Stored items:
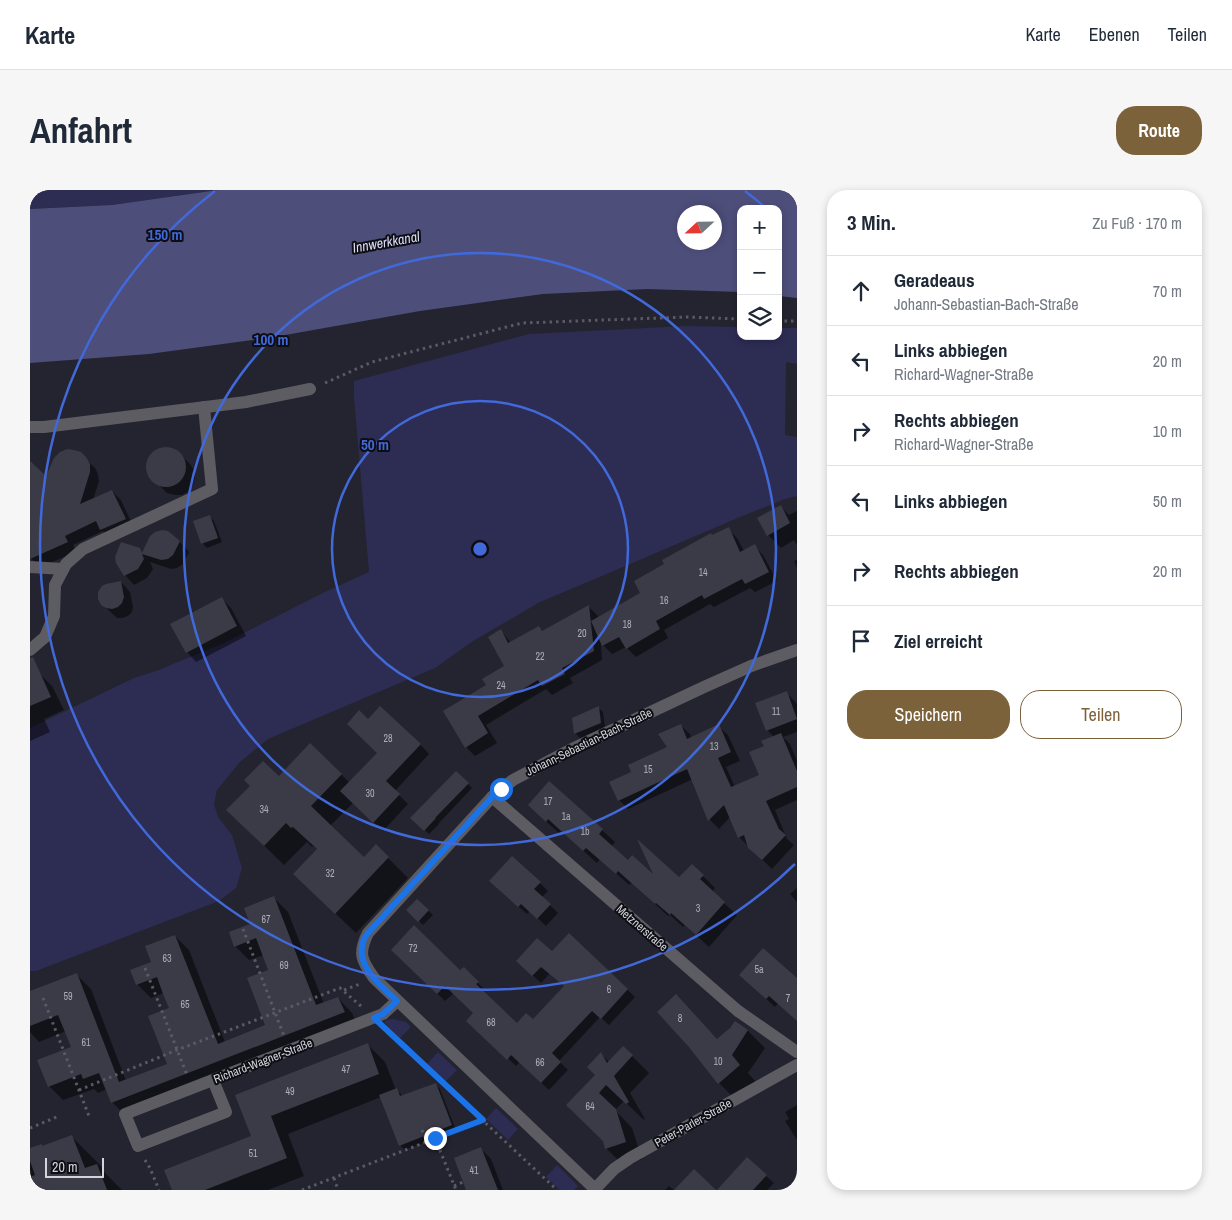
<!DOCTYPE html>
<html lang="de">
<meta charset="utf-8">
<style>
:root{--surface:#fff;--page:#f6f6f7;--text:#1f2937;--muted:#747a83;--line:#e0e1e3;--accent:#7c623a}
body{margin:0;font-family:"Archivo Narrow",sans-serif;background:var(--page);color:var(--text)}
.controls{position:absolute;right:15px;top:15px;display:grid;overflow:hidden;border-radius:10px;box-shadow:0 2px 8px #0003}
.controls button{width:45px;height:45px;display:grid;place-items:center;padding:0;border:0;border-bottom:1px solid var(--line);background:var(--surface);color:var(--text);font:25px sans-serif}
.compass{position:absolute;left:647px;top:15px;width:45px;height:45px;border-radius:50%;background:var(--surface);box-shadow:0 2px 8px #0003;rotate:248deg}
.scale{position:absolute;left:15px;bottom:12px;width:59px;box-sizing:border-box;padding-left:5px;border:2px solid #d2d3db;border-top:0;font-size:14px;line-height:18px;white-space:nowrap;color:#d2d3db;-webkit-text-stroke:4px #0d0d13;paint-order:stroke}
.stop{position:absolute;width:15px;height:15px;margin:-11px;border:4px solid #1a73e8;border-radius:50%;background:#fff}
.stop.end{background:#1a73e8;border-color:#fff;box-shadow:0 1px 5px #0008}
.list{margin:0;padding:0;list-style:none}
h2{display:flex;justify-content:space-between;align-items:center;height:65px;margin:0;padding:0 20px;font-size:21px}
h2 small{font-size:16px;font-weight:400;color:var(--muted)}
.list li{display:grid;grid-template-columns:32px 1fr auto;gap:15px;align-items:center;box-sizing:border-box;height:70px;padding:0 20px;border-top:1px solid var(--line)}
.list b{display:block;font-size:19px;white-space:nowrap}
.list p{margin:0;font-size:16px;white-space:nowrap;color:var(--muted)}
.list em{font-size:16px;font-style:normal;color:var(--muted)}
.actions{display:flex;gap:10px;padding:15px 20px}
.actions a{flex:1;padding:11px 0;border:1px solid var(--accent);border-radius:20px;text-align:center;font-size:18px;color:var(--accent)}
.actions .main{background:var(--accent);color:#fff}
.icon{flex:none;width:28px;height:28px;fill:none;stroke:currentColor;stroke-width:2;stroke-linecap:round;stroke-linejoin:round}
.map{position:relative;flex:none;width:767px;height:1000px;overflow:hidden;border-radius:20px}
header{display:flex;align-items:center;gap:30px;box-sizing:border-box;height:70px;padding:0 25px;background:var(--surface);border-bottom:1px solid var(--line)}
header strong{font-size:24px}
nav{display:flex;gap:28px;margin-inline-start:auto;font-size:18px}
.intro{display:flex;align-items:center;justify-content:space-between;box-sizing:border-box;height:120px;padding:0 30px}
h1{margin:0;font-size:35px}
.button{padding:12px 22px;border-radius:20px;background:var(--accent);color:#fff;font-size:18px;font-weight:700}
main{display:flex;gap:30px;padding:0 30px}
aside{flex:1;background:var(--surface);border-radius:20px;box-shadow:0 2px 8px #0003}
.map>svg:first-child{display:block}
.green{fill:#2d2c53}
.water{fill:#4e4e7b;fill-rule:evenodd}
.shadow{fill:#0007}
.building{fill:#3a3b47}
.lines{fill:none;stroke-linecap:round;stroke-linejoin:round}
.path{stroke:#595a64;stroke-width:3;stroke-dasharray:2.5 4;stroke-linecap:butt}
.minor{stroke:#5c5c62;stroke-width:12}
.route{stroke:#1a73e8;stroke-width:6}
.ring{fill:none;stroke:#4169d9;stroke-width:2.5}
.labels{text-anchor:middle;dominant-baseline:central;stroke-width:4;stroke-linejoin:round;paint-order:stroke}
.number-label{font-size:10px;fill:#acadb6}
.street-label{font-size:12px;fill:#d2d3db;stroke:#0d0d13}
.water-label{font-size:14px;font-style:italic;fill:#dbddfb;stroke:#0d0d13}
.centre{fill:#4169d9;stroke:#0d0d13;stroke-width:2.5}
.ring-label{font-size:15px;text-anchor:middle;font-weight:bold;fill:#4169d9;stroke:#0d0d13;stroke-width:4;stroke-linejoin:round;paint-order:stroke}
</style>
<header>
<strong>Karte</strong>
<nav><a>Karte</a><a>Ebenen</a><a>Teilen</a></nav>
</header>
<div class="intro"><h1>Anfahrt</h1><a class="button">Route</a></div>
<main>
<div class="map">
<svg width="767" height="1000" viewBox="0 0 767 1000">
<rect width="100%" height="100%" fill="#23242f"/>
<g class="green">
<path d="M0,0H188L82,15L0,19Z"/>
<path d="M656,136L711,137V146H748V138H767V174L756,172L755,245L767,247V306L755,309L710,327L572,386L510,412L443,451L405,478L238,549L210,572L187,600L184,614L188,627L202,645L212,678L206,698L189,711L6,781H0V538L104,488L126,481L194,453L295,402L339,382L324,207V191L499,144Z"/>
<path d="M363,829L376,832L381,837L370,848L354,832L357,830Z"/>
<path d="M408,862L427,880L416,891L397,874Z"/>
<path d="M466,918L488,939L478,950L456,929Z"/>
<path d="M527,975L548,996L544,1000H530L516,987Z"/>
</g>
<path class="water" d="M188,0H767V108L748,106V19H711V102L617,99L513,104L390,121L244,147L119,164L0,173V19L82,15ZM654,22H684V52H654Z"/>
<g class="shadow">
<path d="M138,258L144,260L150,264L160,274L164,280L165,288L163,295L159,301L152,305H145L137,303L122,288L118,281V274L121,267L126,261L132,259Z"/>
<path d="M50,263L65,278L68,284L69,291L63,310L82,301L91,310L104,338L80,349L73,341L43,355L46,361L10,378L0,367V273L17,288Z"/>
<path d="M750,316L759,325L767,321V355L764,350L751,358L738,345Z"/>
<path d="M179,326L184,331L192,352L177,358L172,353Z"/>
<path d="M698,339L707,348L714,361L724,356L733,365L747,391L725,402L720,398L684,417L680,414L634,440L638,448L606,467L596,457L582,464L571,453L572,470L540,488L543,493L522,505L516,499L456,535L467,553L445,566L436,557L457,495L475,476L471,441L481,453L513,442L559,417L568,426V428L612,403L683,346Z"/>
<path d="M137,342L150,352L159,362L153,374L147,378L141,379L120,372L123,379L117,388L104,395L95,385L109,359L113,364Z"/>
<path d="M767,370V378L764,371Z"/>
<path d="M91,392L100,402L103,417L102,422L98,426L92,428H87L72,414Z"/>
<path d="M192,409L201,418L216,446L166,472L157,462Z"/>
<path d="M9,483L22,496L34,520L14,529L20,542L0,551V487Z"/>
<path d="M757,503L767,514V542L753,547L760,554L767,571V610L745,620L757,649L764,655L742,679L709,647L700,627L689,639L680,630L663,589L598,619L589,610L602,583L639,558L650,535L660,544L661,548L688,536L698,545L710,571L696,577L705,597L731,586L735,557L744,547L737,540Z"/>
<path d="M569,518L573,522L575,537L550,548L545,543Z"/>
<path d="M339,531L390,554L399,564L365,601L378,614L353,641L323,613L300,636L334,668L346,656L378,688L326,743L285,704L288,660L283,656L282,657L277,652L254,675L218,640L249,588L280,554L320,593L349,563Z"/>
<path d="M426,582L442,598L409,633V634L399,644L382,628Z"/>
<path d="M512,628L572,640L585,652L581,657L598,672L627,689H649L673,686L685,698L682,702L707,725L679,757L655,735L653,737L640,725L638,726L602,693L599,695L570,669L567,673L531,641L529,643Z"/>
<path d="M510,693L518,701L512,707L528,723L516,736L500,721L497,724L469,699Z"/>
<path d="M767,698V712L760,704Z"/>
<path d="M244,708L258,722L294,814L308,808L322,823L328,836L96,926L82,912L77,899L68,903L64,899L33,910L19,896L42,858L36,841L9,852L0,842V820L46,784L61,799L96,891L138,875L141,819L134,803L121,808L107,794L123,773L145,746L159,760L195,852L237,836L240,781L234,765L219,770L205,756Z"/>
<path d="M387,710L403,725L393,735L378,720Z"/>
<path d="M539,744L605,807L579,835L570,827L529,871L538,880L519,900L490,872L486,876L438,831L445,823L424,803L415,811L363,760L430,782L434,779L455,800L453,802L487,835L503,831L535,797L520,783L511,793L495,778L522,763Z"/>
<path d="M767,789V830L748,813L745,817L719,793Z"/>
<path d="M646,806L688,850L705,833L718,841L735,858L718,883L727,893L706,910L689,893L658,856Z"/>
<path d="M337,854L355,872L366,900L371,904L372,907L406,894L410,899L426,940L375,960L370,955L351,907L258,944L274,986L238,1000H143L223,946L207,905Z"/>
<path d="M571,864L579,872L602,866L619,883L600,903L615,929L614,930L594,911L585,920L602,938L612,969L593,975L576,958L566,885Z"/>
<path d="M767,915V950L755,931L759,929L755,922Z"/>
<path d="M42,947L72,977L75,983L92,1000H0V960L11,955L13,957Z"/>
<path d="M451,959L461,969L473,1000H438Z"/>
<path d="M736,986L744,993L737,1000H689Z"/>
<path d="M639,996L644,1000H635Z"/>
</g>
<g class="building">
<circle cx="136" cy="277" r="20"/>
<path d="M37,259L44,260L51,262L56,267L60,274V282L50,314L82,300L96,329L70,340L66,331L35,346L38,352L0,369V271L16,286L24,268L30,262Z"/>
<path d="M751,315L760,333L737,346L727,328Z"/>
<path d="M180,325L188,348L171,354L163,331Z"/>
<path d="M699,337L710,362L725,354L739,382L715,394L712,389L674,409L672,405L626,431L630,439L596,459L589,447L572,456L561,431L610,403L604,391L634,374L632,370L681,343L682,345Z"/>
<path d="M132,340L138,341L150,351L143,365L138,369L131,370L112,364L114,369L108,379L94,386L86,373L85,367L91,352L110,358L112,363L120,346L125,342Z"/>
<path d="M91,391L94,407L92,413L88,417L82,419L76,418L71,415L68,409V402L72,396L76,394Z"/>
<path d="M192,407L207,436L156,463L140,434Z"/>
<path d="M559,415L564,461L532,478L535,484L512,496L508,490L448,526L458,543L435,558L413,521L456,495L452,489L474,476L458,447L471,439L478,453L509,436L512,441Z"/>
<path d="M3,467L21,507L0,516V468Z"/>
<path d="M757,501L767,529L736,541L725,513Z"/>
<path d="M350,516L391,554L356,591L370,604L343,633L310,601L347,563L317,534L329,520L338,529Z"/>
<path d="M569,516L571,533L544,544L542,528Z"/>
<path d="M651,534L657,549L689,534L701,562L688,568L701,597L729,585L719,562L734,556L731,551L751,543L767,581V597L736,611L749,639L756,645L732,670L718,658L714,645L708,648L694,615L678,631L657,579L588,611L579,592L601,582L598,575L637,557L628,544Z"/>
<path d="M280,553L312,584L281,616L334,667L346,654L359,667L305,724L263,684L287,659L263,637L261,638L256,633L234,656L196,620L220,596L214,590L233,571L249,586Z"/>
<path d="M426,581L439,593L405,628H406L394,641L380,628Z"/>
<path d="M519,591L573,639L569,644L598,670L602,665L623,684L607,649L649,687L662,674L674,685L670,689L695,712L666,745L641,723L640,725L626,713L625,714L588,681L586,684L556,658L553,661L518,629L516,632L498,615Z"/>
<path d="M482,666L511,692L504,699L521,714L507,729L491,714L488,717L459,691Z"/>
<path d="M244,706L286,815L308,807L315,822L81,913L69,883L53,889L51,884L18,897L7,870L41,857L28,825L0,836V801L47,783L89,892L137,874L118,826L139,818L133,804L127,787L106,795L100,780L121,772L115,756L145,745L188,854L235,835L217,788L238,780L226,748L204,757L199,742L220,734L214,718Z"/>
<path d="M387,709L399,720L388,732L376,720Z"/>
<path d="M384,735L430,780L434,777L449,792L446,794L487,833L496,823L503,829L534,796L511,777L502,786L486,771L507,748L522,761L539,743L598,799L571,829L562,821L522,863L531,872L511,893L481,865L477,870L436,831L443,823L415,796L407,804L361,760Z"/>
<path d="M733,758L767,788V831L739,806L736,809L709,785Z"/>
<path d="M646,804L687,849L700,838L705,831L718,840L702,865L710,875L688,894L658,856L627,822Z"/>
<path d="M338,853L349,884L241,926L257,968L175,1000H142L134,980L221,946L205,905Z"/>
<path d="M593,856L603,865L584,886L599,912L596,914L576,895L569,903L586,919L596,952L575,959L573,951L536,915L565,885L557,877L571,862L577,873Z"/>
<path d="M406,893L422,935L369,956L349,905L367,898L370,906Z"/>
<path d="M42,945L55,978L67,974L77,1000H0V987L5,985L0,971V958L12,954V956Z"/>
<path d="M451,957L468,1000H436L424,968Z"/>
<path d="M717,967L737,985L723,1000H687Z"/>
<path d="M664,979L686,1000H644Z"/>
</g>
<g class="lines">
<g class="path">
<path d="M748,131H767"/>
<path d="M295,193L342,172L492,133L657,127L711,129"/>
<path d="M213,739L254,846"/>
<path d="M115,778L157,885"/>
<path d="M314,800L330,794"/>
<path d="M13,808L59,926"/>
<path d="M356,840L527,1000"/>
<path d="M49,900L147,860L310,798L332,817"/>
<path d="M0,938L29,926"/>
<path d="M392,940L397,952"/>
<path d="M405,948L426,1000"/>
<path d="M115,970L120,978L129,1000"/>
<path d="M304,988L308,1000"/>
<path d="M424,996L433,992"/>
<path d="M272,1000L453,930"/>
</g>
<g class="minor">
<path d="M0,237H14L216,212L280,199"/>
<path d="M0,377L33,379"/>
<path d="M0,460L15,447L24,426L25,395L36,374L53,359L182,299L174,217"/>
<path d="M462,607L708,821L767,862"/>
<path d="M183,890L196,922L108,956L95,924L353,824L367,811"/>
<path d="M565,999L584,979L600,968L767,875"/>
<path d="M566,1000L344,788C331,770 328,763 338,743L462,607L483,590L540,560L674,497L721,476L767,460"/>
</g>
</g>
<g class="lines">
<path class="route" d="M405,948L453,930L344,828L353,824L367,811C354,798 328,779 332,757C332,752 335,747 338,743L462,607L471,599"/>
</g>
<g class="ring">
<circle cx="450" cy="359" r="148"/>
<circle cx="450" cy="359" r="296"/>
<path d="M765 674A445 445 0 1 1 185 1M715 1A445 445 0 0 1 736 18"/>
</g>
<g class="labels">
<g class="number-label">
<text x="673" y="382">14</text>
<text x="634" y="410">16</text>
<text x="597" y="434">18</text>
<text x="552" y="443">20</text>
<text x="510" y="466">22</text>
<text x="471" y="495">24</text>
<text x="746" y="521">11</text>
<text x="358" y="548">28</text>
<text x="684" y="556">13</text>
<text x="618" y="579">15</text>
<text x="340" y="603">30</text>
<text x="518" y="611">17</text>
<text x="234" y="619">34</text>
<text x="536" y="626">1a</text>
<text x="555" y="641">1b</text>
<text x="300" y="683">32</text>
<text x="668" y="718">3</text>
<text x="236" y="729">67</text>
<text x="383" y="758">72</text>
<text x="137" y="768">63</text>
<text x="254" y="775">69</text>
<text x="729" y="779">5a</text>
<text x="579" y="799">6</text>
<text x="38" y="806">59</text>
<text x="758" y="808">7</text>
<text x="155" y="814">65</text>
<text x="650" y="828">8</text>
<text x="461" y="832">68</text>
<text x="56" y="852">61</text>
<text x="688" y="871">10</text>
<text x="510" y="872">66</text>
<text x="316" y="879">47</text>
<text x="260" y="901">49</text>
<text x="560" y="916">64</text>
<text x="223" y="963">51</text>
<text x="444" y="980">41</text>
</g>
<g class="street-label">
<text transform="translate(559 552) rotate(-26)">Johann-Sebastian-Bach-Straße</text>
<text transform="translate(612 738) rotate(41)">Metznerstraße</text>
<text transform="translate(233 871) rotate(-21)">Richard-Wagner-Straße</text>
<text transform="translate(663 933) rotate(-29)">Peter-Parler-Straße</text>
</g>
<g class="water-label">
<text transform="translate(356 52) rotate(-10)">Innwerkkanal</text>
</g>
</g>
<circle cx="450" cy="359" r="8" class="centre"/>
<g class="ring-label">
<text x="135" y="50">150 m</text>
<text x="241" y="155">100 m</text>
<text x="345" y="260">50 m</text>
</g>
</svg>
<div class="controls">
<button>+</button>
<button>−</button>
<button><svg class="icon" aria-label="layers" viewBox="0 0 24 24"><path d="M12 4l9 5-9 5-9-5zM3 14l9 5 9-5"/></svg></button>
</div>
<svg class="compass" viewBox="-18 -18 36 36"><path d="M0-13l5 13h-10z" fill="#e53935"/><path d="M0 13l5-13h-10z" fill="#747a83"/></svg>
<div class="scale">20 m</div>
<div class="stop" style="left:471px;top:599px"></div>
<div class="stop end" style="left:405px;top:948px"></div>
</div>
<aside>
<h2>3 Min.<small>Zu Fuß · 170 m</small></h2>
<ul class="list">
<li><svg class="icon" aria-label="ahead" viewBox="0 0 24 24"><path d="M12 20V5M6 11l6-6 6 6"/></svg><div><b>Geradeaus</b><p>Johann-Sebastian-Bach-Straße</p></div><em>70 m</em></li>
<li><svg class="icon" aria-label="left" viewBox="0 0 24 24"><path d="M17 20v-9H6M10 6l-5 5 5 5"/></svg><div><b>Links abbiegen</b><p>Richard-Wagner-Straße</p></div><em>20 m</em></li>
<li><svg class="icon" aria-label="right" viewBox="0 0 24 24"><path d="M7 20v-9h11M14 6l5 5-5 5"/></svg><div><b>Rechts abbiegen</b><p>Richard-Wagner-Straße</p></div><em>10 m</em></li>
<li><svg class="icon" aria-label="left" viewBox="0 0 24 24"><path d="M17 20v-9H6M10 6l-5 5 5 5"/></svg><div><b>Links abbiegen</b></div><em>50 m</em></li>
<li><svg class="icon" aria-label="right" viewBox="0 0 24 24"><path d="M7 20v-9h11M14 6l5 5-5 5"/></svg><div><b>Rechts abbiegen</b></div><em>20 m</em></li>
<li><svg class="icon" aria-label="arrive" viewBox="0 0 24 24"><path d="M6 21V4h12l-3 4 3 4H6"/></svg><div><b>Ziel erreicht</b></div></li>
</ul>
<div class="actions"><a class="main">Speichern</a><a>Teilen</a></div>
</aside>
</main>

→ Prompt: The expected result is a copy of each line in the records where "list" appears.

→ Answer box:
.list{margin:0;padding:0;list-style:none}
.list li{display:grid;grid-template-columns:32px 1fr auto;gap:15px;align-items:center;box-sizing:border-box;height:70px;padding:0 20px;border-top:1px solid var(--line)}
.list b{display:block;font-size:19px;white-space:nowrap}
.list p{margin:0;font-size:16px;white-space:nowrap;color:var(--muted)}
.list em{font-size:16px;font-style:normal;color:var(--muted)}
<ul class="list">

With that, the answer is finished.